* [The problem]: Below are some entries. Repeat exactly the lines from the one with "position:absolute; left:16px; top:16px;" through the one with "display:flex; align-items:center; gap:8px;", and only those.
Information shown: Begin
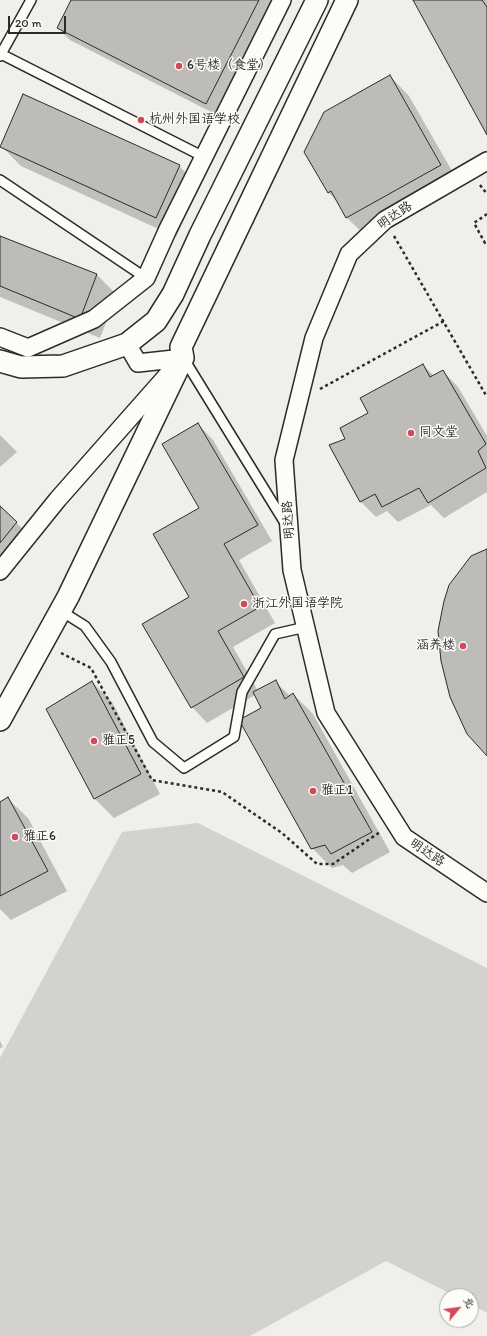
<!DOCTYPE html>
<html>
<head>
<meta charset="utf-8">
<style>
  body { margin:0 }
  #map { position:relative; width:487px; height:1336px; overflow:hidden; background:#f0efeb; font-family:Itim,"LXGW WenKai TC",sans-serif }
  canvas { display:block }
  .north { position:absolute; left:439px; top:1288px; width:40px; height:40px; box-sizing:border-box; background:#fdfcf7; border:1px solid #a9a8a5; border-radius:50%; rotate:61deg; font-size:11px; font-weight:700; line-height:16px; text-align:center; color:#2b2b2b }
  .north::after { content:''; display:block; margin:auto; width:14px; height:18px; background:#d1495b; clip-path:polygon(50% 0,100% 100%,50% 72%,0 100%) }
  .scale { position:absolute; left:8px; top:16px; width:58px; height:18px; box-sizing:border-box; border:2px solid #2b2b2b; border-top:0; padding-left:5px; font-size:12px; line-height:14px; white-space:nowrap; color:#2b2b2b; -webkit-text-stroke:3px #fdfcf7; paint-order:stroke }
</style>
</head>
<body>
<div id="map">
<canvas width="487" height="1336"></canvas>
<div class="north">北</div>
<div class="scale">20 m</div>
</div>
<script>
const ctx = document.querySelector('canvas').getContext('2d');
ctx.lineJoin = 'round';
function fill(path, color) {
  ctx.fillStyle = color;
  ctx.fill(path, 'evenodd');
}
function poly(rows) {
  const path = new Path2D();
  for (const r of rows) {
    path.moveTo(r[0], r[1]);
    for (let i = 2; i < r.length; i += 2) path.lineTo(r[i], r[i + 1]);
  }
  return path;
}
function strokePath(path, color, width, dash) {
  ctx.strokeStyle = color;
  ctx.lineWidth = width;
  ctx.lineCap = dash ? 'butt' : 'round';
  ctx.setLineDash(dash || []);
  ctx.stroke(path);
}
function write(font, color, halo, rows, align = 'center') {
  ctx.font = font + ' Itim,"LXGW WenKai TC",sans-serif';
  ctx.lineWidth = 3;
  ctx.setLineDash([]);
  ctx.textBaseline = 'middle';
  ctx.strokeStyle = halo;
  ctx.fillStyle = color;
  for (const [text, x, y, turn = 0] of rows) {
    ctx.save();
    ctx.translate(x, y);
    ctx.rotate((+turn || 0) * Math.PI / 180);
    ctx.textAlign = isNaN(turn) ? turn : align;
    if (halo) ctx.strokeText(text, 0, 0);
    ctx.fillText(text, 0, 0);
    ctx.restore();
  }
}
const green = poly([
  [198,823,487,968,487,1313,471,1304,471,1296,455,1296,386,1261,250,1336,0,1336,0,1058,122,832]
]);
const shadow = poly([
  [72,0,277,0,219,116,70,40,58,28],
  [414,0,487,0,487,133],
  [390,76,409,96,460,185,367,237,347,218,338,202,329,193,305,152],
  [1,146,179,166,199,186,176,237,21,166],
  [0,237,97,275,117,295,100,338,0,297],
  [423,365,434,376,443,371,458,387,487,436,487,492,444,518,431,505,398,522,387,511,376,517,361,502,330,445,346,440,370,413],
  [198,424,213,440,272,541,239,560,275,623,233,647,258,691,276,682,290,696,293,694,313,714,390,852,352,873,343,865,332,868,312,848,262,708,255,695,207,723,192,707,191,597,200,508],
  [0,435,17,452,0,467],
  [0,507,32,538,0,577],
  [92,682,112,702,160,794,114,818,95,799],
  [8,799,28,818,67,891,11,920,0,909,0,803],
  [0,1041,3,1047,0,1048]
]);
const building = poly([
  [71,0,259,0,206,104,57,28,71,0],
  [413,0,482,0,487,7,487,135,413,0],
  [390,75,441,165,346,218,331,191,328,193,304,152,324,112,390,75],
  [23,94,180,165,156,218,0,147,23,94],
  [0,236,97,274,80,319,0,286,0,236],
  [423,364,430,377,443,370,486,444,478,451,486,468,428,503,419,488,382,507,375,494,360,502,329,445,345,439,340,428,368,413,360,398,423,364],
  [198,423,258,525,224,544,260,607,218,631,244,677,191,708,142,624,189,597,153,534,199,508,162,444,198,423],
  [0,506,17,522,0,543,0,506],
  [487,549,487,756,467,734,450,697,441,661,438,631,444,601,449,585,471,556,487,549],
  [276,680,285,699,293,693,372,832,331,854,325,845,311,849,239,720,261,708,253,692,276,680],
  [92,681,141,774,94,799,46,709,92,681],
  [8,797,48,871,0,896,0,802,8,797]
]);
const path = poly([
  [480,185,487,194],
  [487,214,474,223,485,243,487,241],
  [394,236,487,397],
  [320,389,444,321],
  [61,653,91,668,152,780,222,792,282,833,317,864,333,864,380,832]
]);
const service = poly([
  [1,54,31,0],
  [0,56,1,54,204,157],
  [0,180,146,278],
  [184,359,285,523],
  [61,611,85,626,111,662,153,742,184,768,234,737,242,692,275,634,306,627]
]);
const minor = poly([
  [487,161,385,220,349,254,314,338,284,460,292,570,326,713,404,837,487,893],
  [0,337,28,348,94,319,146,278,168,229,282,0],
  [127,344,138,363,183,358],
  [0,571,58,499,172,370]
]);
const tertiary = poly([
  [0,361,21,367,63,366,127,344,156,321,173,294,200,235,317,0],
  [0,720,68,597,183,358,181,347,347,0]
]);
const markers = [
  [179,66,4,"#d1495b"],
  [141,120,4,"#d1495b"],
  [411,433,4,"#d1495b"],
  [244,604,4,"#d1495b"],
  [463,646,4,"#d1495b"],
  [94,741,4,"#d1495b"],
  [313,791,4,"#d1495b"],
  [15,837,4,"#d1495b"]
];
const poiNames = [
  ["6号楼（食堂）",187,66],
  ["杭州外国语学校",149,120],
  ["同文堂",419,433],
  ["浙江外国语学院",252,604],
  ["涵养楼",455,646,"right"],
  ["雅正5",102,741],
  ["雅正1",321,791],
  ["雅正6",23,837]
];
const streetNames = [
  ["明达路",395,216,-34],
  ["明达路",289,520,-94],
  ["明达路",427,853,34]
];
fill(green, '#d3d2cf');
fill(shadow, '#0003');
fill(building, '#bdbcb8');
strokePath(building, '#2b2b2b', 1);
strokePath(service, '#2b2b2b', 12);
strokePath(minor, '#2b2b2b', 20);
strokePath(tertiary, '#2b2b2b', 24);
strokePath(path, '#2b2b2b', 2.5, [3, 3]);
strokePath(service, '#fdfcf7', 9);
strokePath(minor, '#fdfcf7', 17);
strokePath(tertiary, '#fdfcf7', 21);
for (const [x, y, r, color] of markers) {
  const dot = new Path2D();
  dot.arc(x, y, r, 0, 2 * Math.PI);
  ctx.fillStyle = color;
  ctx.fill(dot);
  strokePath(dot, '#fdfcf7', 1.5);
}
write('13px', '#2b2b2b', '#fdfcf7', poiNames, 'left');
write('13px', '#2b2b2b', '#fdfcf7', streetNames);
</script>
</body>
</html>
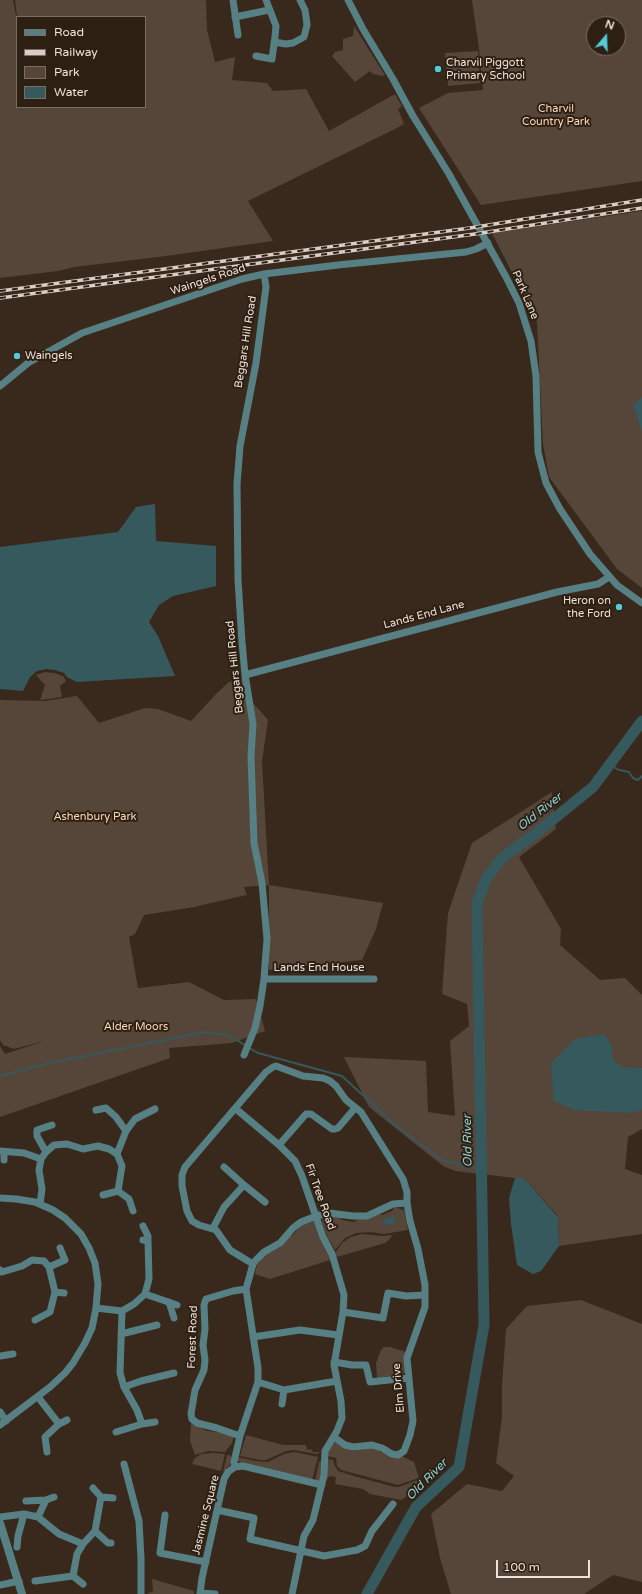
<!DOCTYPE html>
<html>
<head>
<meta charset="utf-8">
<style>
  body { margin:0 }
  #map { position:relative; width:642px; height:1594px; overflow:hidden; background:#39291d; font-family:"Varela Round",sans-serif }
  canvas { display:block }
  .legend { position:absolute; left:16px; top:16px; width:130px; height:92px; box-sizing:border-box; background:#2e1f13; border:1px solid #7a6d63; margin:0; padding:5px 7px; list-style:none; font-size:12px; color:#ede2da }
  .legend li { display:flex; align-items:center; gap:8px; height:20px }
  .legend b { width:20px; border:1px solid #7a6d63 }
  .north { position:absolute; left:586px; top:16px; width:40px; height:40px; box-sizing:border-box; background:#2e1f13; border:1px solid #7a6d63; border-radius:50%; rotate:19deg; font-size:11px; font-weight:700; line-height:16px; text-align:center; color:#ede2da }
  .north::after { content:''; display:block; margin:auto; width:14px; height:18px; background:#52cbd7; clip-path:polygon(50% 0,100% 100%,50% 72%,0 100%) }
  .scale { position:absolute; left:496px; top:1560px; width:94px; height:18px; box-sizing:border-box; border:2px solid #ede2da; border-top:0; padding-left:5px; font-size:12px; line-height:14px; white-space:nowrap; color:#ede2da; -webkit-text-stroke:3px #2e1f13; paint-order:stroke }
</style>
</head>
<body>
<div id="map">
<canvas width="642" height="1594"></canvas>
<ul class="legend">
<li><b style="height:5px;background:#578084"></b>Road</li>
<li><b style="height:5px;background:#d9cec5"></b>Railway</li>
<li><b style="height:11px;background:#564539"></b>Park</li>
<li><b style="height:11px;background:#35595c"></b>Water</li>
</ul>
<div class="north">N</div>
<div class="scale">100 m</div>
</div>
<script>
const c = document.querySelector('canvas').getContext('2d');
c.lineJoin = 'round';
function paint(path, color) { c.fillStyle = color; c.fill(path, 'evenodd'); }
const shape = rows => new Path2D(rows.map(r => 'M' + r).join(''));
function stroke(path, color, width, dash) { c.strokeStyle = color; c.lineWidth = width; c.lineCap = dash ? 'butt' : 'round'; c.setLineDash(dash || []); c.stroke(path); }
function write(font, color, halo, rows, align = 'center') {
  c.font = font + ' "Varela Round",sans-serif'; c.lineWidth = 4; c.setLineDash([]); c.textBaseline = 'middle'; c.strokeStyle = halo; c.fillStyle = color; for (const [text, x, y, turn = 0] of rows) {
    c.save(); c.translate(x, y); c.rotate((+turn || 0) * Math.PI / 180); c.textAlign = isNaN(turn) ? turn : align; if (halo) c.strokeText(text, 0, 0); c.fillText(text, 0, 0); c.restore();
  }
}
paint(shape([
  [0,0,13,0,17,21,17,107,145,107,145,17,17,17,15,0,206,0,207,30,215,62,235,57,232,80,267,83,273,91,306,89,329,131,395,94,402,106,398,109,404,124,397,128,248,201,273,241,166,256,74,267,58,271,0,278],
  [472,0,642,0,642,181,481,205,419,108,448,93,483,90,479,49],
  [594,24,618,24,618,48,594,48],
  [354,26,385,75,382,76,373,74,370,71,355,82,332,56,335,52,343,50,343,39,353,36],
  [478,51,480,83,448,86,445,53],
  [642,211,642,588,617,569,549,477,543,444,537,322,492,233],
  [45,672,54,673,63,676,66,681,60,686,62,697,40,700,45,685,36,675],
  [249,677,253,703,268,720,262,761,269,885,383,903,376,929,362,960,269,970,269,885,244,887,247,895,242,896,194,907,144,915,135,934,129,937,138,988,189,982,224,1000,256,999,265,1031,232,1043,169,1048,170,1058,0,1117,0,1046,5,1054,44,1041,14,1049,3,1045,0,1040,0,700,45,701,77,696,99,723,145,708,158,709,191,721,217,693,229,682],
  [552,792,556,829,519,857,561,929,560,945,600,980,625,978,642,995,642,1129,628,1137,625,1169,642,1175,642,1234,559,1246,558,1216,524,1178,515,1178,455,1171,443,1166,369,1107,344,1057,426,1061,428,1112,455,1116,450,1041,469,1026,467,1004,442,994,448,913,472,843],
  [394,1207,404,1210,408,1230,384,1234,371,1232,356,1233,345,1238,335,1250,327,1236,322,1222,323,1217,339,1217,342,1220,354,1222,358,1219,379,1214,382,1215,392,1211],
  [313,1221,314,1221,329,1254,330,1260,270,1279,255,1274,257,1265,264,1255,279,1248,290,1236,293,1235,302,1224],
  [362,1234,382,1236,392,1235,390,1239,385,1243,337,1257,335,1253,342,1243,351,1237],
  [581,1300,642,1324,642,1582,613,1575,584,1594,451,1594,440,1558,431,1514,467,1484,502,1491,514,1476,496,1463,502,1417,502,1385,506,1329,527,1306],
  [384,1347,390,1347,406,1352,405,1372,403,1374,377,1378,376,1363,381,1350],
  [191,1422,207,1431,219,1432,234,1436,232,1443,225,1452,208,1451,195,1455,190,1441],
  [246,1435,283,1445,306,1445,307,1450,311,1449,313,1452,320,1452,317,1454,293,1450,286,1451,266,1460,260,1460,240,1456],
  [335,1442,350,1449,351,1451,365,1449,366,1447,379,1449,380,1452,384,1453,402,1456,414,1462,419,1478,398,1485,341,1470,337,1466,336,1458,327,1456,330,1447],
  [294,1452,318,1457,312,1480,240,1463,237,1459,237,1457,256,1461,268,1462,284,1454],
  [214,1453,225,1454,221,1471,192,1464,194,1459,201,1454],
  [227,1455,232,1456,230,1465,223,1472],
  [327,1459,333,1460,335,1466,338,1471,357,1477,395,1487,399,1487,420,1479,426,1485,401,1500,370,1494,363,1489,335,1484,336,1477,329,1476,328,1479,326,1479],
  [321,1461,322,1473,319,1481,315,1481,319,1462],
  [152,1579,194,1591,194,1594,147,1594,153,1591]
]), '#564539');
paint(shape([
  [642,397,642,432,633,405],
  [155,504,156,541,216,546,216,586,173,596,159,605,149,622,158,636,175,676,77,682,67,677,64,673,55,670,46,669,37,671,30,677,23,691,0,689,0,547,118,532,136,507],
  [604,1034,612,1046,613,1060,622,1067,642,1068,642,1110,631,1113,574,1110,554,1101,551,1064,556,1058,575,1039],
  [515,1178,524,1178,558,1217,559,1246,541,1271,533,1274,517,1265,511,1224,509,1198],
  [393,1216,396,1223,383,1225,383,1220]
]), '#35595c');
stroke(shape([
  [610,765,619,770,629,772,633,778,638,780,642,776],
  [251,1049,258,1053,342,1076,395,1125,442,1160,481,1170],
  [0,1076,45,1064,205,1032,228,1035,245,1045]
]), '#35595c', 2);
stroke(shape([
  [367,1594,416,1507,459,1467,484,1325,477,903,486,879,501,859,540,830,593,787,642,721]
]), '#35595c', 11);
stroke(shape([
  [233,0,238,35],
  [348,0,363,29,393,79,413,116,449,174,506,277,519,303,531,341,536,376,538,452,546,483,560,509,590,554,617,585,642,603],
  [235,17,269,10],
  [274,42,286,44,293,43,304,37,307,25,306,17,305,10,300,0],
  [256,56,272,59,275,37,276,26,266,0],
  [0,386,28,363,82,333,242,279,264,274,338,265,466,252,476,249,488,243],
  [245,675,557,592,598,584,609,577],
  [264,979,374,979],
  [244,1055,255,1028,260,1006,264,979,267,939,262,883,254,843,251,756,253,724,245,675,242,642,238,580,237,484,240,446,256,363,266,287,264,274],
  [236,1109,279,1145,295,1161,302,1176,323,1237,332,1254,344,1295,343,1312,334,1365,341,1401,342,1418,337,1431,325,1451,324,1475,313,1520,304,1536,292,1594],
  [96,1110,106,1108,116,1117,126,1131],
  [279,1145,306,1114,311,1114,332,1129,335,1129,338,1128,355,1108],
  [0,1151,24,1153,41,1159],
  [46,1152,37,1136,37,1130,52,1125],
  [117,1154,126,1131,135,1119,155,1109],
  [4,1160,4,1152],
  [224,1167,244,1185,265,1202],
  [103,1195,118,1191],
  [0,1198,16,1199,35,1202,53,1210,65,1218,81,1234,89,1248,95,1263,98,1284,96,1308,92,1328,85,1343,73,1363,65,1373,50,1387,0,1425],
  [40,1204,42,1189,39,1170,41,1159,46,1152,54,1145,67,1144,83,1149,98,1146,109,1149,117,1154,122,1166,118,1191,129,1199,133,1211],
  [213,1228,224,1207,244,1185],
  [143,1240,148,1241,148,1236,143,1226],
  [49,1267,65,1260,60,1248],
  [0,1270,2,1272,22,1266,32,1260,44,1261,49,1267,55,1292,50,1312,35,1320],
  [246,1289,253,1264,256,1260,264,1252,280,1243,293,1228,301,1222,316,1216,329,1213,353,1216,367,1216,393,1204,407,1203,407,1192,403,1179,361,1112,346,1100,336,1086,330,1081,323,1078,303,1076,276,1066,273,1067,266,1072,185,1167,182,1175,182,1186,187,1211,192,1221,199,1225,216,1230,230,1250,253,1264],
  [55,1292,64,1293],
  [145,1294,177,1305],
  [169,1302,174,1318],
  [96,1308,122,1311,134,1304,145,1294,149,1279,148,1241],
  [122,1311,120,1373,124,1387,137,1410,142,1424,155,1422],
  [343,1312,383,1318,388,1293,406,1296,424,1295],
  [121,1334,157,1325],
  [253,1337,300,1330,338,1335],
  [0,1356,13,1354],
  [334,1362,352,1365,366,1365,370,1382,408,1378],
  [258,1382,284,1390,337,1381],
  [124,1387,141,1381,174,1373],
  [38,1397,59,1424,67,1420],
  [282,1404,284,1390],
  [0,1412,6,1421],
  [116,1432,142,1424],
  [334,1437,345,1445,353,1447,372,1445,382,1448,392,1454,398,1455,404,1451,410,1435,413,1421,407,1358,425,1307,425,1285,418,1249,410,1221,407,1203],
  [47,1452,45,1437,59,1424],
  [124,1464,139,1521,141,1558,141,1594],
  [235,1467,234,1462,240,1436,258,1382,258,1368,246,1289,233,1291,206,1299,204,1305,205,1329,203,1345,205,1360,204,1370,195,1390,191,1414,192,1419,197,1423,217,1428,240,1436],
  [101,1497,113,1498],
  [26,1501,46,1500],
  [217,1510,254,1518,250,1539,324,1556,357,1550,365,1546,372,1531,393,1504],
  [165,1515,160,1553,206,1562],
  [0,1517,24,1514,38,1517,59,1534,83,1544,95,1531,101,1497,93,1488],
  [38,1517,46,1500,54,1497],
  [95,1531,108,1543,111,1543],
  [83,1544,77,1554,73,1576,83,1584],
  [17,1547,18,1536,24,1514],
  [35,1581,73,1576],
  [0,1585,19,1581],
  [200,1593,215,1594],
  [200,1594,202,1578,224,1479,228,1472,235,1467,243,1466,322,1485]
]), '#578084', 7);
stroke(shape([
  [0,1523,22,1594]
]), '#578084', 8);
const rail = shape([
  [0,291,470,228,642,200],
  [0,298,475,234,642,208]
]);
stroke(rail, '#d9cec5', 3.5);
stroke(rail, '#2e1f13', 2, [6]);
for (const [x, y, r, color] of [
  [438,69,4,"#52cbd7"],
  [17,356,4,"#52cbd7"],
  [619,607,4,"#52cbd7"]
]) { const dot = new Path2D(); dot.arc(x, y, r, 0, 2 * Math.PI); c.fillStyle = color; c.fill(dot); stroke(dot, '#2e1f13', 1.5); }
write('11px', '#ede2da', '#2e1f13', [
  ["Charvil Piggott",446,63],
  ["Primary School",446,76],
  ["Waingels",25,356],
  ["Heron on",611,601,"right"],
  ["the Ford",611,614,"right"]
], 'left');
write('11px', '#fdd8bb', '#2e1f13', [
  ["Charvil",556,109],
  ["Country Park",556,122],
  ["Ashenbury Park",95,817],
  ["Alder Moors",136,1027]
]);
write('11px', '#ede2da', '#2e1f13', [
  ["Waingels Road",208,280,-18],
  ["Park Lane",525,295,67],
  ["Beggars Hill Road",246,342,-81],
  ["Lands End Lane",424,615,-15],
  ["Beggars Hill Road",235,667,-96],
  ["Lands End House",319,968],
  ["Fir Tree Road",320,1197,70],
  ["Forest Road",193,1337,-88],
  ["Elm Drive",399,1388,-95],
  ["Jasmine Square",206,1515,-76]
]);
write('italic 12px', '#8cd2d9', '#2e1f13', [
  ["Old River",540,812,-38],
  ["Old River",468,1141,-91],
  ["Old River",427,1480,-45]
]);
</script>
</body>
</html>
Information shown: End
* [Task result]:
  .legend { position:absolute; left:16px; top:16px; width:130px; height:92px; box-sizing:border-box; background:#2e1f13; border:1px solid #7a6d63; margin:0; padding:5px 7px; list-style:none; font-size:12px; color:#ede2da }
  .legend li { display:flex; align-items:center; gap:8px; height:20px }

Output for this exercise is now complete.